RAJAGOPALAN J. - The reference under section 66(2) of the Act, that was directed in C. M. P. No. 7015 of 1956, was itself necessitated during the course of the arguments into R. C. No. 26 of 1953, when an alternative contention of the assessee had to be dealt with to dispose of the controversy between the parties which constituted the subject matter of R. C. No. 26 of 1953. To comply with the directions given in C. M. P. No. 7015 of 1956 a statement of the case has been submitted which has been separately numbered as R. C. No. 73 of 1957 but the questions that arise both in R. C. Nos. 26 of 1953 and 73 of 1957 relate to the same set of assessment proceedings and, as we said, they are really alternative positions to be considered before the questions at issue between the assessee and the department are ultimately disposed of.
It is rather unfortunate that the specific findings required have not been recorded in the statement of the case submitted in R. C. No. 73 of 1957. The department filed T. C. M. P. No. 41 of 1959 to call upon the Appellate Tribunal to submit a further statement of the case with reference to the questions which they were directed to refer to this court in C. M. P. No. 7015 of 1956. Learned counsel for the assessee took time for consideration and eventually represented that the assessee was not opposing the application to call for a further statement of the case.
The scope of the enquiry which was expected of the Tribunal, on the basis of which findings had to be incorporated in the statement in the case, is indicated in the affidavit filed in T. C. M. P. No. 41 of 1959, a copy of which will be forwarded to the Tribunal. Apparently, the Tribunal was of the view that, since the question that was referred in R. C. No. 73 of 1957 had not been argued before the Tribunal at the stage of the appeal, the Tribunal could not, and should not, record any specific findings for the disposal of the question referred to this court for decision. That view is erroneous. Material for recording specific findings was apparently already before the Tribunal. If that material is not complete the Tribunal will afford an opportunity both to the department and to the assessee to place all the available material, so that the questions at issue can be satisfactorily disposed of.
Learned counsel for the department specifically wanted an enquiry into the question, whether the funds were remitted to the head office of the firm at Madras only to enable the head office of the firm to carry on its business.

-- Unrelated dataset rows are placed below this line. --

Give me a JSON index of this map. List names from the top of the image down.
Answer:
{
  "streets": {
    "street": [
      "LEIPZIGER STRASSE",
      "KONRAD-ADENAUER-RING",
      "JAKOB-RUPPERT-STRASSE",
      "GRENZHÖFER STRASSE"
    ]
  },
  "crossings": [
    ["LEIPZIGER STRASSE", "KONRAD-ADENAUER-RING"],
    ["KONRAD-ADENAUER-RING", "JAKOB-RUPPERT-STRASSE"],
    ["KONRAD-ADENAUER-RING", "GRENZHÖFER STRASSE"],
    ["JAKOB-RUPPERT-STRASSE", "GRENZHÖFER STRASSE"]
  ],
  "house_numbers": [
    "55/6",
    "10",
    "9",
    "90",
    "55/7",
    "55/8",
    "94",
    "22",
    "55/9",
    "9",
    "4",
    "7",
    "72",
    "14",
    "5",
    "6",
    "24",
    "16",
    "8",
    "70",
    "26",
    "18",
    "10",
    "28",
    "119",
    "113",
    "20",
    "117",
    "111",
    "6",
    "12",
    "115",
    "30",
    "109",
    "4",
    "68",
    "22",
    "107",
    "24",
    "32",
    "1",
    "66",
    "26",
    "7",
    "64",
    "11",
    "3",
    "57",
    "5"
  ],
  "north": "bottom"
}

That the moneys belonged to the individual partners would still be a factor, but an equally relevant factor would be whether the sale of the securities held by each of the two partners was only to see that the firm had funds at Madras at that stage to carry on its business. That aspect also will have to be considered in full by the Tribunal in submitting the further statement of the case called for.
Learned counsel for the assessee points out that these proceedings, which relate to the assessment year 1949-50, have been pending long enough. The Tribunal will submit the further statement of the case within six weeks from the date of receipt of the records by the Tribunal.
In R. C. Nos. 26 of 1953 and 73 of 1957, the assessee was Mr. Narayanswami, one of the two partners of Messrs. Chitra and Co., Madras. The assessee in R. C. Nos. 36 of 1953 and 17 of 1957 is Mr. Subramanian, the other partner. The questions that arise for determination in R. C. Nos. 36 of 1953 and 17 of 1957 are virtually similar to those this court has to consider in R. C. Nos. 26 of 1953 and 73 of 1957. In these two references also, R. C. Nos. 36 of 1953 and 17 of 1957, the statement of the case submitted in R. C. No. 17 of 1957 is incomplete, and on that basis this court cannot answer the questions arising in R. C. Nos. 36 of 1953 and 17 of 1957. The department has filed T. C. M. P. No. 42 of 1959 to direct the Tribunal to submit a further statement of the case in R. C. No. 17 of 1957, which at this stage is not opposed by the assessee.
As we said, the position in these cases is similar to that we have to consider in R. C. Nos. 26 of 1953 and 73 of 1957. In calling for a further statement of the case in R. C. No. 73 of 1957 we have outlined the scope of the enquiry and the need for further findings. In this case also, R. C. No. 17 of 1957, there will be a direction calling upon the Tribunal to submit a further statement of the case. It should be needless to set out over again what we set out in our order with reference to R. C. No. 73 of 1957. In this case also the further statement of the case should be submitted within six weeks from the date of receipt of the record by the Tribunal.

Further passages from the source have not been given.